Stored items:
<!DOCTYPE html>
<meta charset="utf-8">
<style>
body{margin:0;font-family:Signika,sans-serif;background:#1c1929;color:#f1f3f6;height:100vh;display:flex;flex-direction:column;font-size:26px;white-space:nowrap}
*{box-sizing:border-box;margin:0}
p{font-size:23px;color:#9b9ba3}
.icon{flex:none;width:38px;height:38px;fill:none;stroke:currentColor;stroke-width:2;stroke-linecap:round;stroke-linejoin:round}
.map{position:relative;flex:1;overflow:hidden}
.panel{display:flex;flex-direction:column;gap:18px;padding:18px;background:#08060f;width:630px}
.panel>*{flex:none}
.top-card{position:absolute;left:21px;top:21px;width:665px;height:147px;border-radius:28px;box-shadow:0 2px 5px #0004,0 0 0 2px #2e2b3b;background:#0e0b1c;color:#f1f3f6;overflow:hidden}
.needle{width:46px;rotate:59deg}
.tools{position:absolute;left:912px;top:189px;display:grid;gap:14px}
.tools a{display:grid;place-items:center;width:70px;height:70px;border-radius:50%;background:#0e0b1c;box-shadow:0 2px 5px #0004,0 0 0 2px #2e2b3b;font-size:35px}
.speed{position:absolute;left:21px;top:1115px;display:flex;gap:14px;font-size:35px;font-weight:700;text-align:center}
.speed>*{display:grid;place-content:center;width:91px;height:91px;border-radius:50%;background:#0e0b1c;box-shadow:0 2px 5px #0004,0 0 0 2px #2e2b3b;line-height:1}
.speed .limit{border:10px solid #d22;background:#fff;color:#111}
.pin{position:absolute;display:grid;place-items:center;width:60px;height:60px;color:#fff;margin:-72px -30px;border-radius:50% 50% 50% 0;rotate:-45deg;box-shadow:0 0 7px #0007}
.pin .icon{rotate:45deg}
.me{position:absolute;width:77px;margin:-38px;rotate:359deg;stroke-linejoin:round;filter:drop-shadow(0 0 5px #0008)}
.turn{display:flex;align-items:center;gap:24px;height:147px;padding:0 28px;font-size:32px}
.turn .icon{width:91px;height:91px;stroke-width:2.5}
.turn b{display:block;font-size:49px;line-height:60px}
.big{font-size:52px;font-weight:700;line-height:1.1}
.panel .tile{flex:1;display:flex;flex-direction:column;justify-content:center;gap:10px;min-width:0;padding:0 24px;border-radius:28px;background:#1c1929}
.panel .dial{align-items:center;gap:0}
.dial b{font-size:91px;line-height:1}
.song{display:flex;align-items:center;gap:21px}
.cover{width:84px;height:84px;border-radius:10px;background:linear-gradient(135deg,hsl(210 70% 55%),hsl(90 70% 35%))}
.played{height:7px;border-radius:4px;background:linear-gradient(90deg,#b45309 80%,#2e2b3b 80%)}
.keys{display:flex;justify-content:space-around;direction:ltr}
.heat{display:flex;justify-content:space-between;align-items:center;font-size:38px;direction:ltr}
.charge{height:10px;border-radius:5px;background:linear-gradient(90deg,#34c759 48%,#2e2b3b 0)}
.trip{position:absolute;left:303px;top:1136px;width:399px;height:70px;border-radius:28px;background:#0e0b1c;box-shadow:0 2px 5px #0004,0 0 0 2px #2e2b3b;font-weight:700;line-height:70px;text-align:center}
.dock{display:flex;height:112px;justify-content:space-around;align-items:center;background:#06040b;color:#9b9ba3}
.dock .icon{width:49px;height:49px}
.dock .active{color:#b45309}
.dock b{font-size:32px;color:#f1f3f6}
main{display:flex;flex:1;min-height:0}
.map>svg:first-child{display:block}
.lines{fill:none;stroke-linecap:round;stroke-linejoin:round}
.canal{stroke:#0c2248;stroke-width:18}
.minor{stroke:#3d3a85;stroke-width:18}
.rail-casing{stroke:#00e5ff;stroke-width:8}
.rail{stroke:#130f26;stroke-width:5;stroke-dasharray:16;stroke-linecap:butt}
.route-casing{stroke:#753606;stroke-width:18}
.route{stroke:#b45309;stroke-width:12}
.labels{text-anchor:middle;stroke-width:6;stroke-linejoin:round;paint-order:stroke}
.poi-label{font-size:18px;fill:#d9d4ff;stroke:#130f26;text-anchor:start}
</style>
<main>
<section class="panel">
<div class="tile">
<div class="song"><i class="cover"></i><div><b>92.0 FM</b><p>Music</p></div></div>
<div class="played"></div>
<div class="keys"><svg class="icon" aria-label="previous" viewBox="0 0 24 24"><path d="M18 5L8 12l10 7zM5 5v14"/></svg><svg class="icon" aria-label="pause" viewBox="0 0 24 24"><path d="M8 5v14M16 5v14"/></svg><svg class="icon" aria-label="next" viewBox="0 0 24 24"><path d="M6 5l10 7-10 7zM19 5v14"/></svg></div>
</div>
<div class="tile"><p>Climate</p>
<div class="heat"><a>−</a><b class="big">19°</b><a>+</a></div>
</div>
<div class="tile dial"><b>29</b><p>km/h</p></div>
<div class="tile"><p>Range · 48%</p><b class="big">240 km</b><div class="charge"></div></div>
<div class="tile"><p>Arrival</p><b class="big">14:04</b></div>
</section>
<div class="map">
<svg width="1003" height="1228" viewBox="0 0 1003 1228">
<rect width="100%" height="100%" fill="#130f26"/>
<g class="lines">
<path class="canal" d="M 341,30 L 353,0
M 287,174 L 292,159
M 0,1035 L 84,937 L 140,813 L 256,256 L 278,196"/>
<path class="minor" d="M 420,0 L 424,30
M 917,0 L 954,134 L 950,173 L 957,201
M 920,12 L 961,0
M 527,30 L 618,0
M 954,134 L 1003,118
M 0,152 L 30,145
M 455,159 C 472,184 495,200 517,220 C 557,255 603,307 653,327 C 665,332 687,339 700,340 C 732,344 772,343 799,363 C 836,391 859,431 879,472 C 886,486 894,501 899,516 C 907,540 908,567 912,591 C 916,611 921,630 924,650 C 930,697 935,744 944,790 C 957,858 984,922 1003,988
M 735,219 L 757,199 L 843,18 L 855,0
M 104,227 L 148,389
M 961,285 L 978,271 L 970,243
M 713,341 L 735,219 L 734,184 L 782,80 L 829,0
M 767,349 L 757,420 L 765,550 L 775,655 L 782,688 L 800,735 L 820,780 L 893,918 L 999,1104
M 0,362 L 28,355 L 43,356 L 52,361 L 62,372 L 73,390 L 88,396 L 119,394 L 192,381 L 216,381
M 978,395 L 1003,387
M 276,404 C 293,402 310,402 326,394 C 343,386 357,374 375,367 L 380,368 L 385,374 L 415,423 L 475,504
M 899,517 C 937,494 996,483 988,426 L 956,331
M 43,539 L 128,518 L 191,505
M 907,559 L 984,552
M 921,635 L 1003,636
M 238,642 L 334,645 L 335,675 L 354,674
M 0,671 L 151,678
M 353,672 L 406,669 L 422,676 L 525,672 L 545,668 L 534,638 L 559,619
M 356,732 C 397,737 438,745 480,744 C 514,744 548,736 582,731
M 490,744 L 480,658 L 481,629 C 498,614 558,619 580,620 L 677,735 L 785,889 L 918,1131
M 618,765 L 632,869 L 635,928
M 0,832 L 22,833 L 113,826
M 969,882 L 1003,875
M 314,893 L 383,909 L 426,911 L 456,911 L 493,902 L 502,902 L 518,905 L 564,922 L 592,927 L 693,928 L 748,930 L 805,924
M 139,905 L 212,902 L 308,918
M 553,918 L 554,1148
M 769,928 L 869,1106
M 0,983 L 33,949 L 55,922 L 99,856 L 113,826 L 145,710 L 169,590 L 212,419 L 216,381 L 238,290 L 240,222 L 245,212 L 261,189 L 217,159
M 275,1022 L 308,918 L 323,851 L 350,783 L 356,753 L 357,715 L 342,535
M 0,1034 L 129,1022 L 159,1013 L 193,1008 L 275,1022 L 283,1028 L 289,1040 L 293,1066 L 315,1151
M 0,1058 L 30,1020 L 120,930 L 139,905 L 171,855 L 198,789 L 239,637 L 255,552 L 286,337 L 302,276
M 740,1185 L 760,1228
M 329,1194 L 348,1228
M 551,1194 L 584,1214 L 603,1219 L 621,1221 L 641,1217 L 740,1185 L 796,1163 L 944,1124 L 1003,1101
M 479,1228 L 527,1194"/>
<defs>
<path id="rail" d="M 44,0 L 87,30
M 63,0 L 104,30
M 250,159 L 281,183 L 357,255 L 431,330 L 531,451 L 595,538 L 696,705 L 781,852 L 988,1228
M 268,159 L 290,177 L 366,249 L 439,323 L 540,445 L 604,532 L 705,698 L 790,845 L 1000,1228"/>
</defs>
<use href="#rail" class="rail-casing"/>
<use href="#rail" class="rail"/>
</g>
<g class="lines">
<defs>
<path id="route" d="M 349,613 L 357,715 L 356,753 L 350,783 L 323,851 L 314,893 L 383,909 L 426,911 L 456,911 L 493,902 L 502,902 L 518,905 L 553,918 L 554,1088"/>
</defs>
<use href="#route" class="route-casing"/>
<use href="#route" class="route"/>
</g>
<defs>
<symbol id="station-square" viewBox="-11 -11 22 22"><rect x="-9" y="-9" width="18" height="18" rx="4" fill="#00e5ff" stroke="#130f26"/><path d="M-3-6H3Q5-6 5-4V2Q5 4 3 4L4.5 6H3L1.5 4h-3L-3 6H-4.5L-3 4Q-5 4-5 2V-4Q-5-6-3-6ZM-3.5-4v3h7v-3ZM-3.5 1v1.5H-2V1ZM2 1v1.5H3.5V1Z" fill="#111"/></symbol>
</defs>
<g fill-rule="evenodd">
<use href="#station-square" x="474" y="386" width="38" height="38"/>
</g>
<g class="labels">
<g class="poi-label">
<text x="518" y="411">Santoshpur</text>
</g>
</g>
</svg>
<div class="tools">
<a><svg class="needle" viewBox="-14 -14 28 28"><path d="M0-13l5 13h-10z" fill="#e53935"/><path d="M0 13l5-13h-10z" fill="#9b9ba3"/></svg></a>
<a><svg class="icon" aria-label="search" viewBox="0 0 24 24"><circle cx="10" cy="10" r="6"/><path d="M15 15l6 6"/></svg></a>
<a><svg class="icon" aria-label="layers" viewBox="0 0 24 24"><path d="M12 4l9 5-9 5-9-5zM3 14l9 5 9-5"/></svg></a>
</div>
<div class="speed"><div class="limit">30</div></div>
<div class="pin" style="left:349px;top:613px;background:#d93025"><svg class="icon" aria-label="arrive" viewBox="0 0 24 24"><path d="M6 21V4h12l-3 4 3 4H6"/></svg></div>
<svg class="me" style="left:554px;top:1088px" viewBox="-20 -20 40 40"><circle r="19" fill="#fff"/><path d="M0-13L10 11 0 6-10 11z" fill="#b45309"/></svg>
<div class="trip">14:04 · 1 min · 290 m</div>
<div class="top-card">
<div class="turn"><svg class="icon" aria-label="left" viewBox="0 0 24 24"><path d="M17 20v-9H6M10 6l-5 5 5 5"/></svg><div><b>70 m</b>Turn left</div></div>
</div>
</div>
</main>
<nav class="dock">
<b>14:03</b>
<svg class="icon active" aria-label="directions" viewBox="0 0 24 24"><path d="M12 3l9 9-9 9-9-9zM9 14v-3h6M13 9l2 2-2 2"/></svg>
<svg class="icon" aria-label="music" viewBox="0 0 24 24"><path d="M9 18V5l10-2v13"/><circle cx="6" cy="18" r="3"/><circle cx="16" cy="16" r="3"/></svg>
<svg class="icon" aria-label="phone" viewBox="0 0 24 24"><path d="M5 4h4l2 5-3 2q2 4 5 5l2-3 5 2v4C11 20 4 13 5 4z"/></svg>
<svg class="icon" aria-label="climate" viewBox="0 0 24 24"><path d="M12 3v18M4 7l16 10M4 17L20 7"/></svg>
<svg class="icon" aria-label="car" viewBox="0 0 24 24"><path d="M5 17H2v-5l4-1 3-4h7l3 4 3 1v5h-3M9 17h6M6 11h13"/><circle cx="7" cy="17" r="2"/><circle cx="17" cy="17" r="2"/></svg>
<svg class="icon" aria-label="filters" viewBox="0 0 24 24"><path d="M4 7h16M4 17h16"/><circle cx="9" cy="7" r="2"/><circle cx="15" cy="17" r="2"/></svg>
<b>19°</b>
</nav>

→ Activity:
Search the entries above for the word "gradient" and copy each line where it appears.

→ Answer for the task:
.cover{width:84px;height:84px;border-radius:10px;background:linear-gradient(135deg,hsl(210 70% 55%),hsl(90 70% 35%))}
.played{height:7px;border-radius:4px;background:linear-gradient(90deg,#b45309 80%,#2e2b3b 80%)}
.charge{height:10px;border-radius:5px;background:linear-gradient(90deg,#34c759 48%,#2e2b3b 0)}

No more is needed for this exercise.